→ Problem statement: Every line from the line containing "Where are all" through the final line below is to be repeated exactly; no other line is.

--- START ---

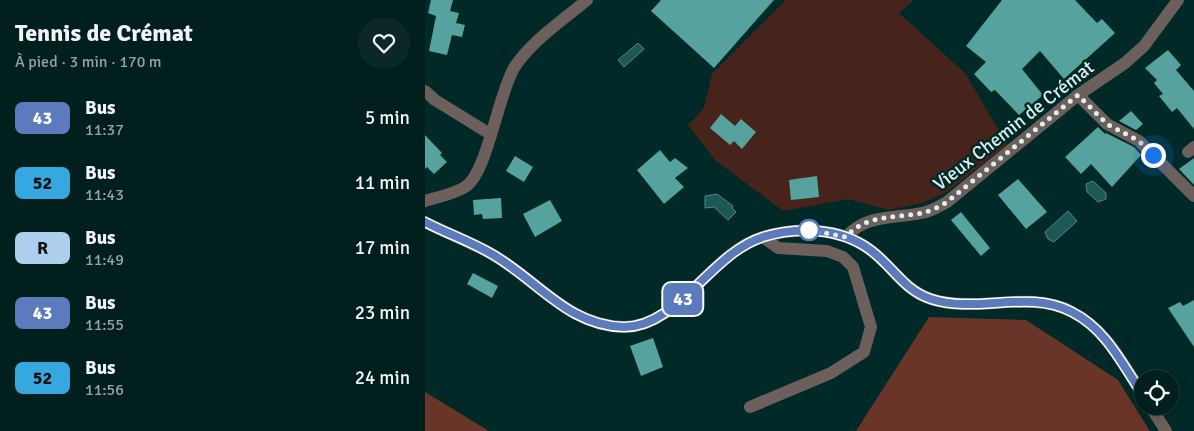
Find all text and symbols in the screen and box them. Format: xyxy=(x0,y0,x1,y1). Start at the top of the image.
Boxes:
button: heart xyxy=(358,17,410,69)
text: Tennis de Crémat xyxy=(15,18,193,48)
text: À pied · 3 min · 170 m xyxy=(15,52,162,72)
street label: Vieux Chemin de Crémat xyxy=(928,55,1099,196)
text: Bus xyxy=(85,96,116,120)
text: 5 min xyxy=(365,106,410,130)
text: 43 xyxy=(33,107,52,129)
text: 11:37 xyxy=(85,120,124,140)
your location xyxy=(1141,143,1166,168)
text: Bus xyxy=(85,161,116,185)
text: 11 min xyxy=(355,171,410,195)
text: 52 xyxy=(33,172,52,194)
text: 11:43 xyxy=(85,185,124,205)
unlabelled marker xyxy=(798,219,820,241)
text: Bus xyxy=(85,226,116,250)
text: 17 min xyxy=(355,236,410,260)
text: R xyxy=(37,237,48,259)
text: 11:49 xyxy=(85,250,124,270)
line badge: 43 xyxy=(661,283,705,315)
text: 43 xyxy=(673,288,693,310)
text: Bus xyxy=(85,291,116,315)
text: 23 min xyxy=(355,301,410,325)
text: 43 xyxy=(33,302,52,324)
text: 11:55 xyxy=(85,315,124,335)
text: Bus xyxy=(85,356,116,380)
text: 24 min xyxy=(355,366,410,390)
text: 52 xyxy=(33,367,52,389)
map controls xyxy=(1134,370,1179,415)
button: locate xyxy=(1134,370,1179,415)
text: 11:56 xyxy=(85,380,124,400)

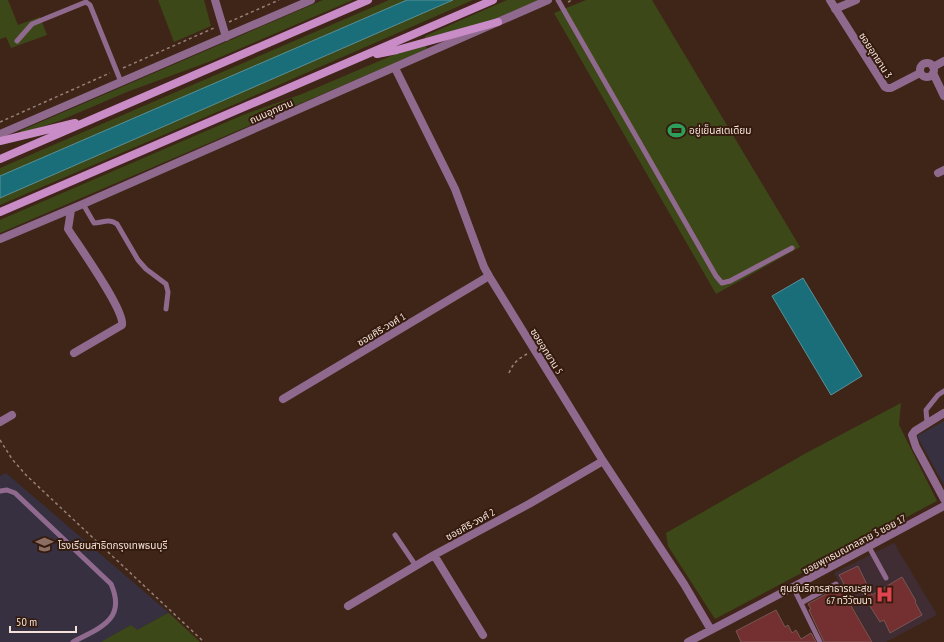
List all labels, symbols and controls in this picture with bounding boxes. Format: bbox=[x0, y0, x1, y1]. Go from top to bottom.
street label: ซอยอุทยาน 3 bbox=[856, 30, 895, 81]
street label: ถนนอุทยาน bbox=[247, 96, 295, 127]
sports icon: อยู่เย็นสเตเดียม bbox=[666, 120, 686, 140]
place label: อยู่เย็นสเตเดียม bbox=[689, 124, 751, 137]
street label: ซอยศิริ-วงศ์ 1 bbox=[355, 310, 408, 349]
street label: ซอยอุทยาน 5 bbox=[527, 326, 566, 377]
street label: ซอยศิริ-วงศ์ 2 bbox=[443, 506, 497, 543]
street label: ซอยพุทธมณฑลสาย 3 ซอย 17 bbox=[800, 512, 908, 577]
school or university icon: โรงเรียนสาธิตกรุงเทพธนบุรี bbox=[35, 535, 55, 555]
place label: โรงเรียนสาธิตกรุงเทพธนบุรี bbox=[58, 539, 168, 552]
place label: ศูนย์บริการสาธารณะสุข 67 ทวีวัฒนา bbox=[780, 582, 872, 607]
hospital icon: ศูนย์บริการสาธารณะสุข 67 ทวีวัฒนา bbox=[875, 584, 895, 604]
scale bar bbox=[10, 608, 76, 634]
text: 50 m bbox=[16, 614, 37, 629]

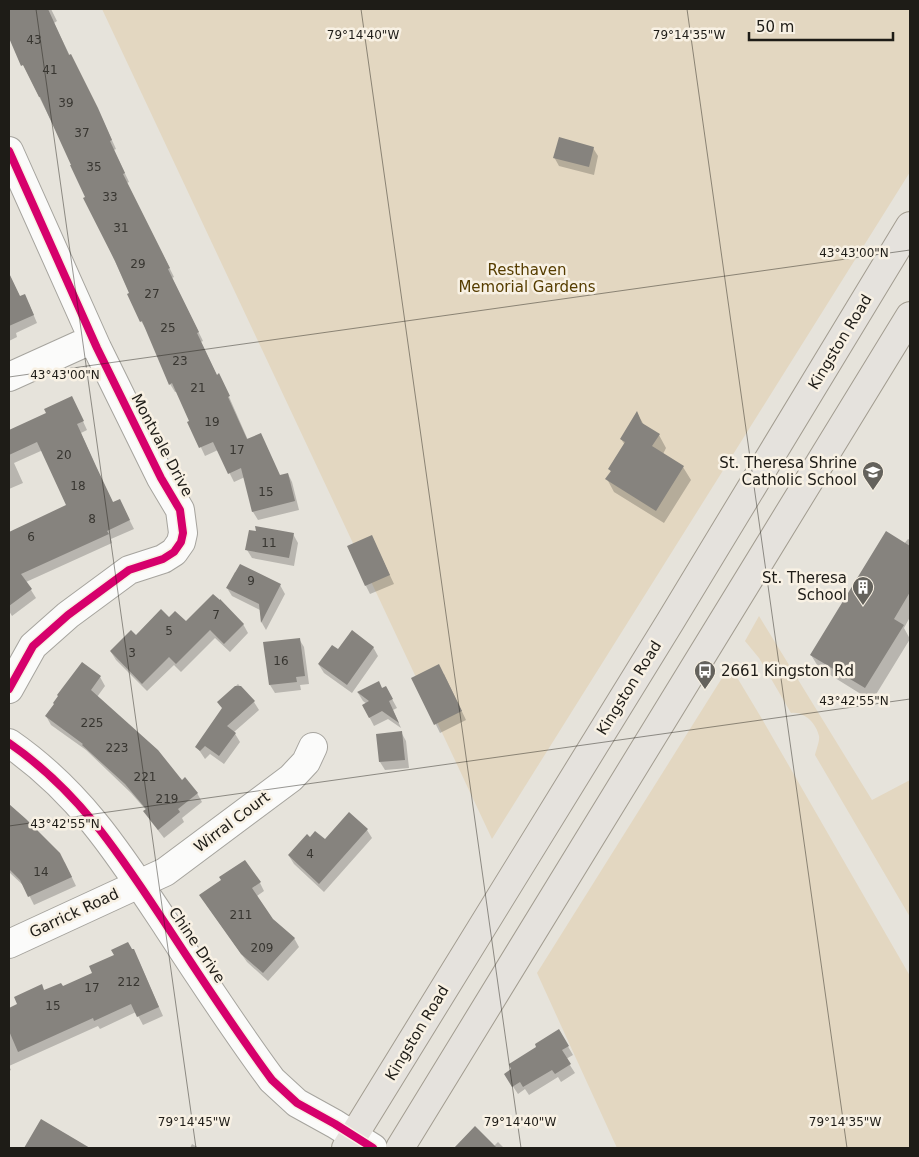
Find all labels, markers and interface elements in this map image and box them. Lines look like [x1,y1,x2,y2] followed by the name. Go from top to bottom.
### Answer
[749,10,893,42] scale bar
[756,18,794,36] text: 50 m
[327,28,399,42] text: 79°14'40"W
[653,28,725,42] text: 79°14'35"W
[26,33,42,47] house number: 43
[42,63,58,77] house number: 41
[58,96,74,110] house number: 39
[74,126,90,140] house number: 37
[86,160,102,174] house number: 35
[102,190,118,204] house number: 33
[113,221,129,235] house number: 31
[819,246,889,260] text: 43°43'00"N
[130,257,146,271] house number: 29
[458,261,596,296] park label: Resthaven Memorial Gardens
[144,287,160,301] house number: 27
[805,291,875,393] street label: Kingston Road
[160,321,176,335] house number: 25
[172,354,188,368] house number: 23
[30,368,100,382] text: 43°43'00"N
[190,381,206,395] house number: 21
[127,391,197,499] street label: Montvale Drive
[204,415,220,429] house number: 19
[229,443,245,457] house number: 17
[56,448,72,462] house number: 20
[719,454,857,489] place label: St. Theresa Shrine Catholic School
[861,460,885,491] school or university icon: St. Theresa Shrine Catholic School
[70,479,86,493] house number: 18
[258,485,274,499] house number: 15
[88,512,96,526] house number: 8
[27,530,35,544] house number: 6
[261,536,277,550] house number: 11
[762,569,847,604] place label: St. Theresa School
[247,574,255,588] house number: 9
[851,575,875,606] building icon: St. Theresa School
[212,608,220,622] house number: 7
[165,624,173,638] house number: 5
[593,638,665,738] street label: Kingston Road
[128,646,136,660] house number: 3
[273,654,289,668] house number: 16
[693,659,717,690] bus stop icon: 2661 Kingston Rd
[721,662,854,680] place label: 2661 Kingston Rd
[819,694,889,708] text: 43°42'55"N
[81,716,103,730] house number: 225
[106,741,128,755] house number: 223
[134,770,156,784] house number: 221
[191,788,273,856] street label: Wirral Court
[156,792,178,806] house number: 219
[30,817,100,831] text: 43°42'55"N
[306,847,314,861] house number: 4
[33,865,49,879] house number: 14
[27,884,121,942] street label: Garrick Road
[165,904,229,986] street label: Chine Drive
[230,908,252,922] house number: 211
[251,941,273,955] house number: 209
[118,975,140,989] house number: 212
[84,981,100,995] house number: 17
[382,982,452,1084] street label: Kingston Road
[45,999,61,1013] house number: 15
[158,1115,230,1129] text: 79°14'45"W
[484,1115,556,1129] text: 79°14'40"W
[809,1115,881,1129] text: 79°14'35"W

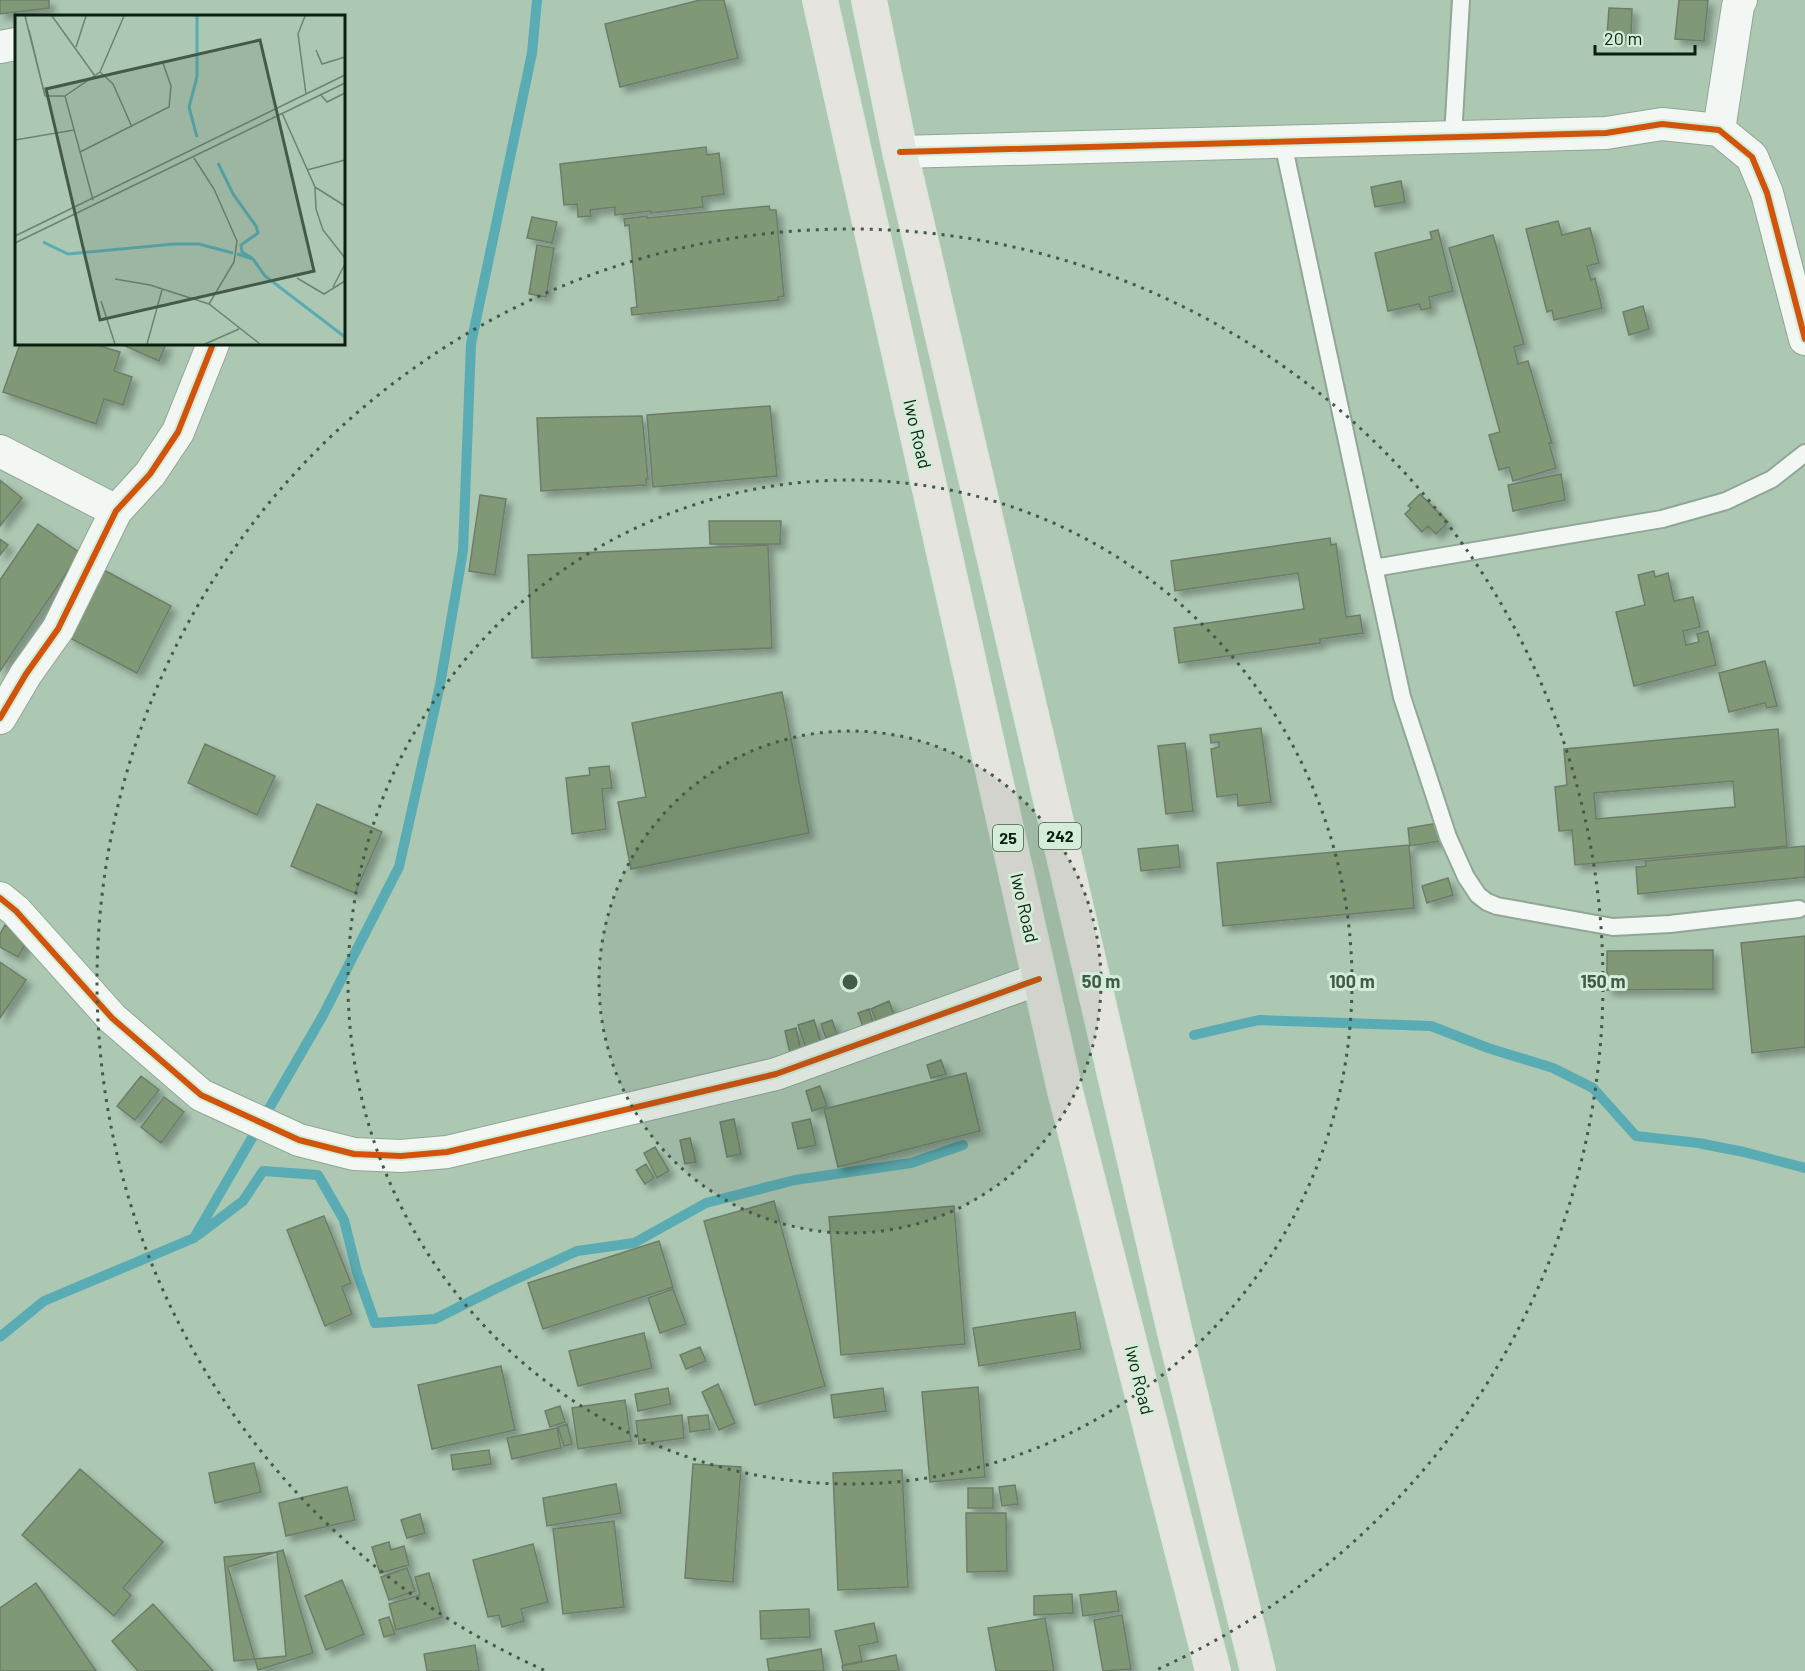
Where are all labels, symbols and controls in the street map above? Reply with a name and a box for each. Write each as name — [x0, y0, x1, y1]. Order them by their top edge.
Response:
inset map — [15, 15, 345, 345]
scale bar — [1595, 18, 1696, 56]
text: 20 m — [1604, 27, 1642, 49]
street label: Iwo Road — [899, 397, 937, 471]
road number: 242 — [1039, 823, 1081, 849]
road number: 25 — [993, 825, 1023, 851]
street label: Iwo Road — [1006, 871, 1044, 945]
text: 50 m — [1082, 970, 1120, 992]
text: 100 m — [1329, 970, 1375, 992]
text: 150 m — [1581, 970, 1625, 992]
centre of rings — [840, 972, 860, 992]
street label: Iwo Road — [1121, 1343, 1159, 1417]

--- END ---

→ Problem solution:
Where are all labels, symbols and controls in the street map above? Reply with a name and a box for each. Write each as name — [x0, y0, x1, y1]. Order them by their top edge.
Response:
inset map — [15, 15, 345, 345]
scale bar — [1595, 18, 1696, 56]
text: 20 m — [1604, 27, 1642, 49]
street label: Iwo Road — [899, 397, 937, 471]
road number: 242 — [1039, 823, 1081, 849]
road number: 25 — [993, 825, 1023, 851]
street label: Iwo Road — [1006, 871, 1044, 945]
text: 50 m — [1082, 970, 1120, 992]
text: 100 m — [1329, 970, 1375, 992]
text: 150 m — [1581, 970, 1625, 992]
centre of rings — [840, 972, 860, 992]
street label: Iwo Road — [1121, 1343, 1159, 1417]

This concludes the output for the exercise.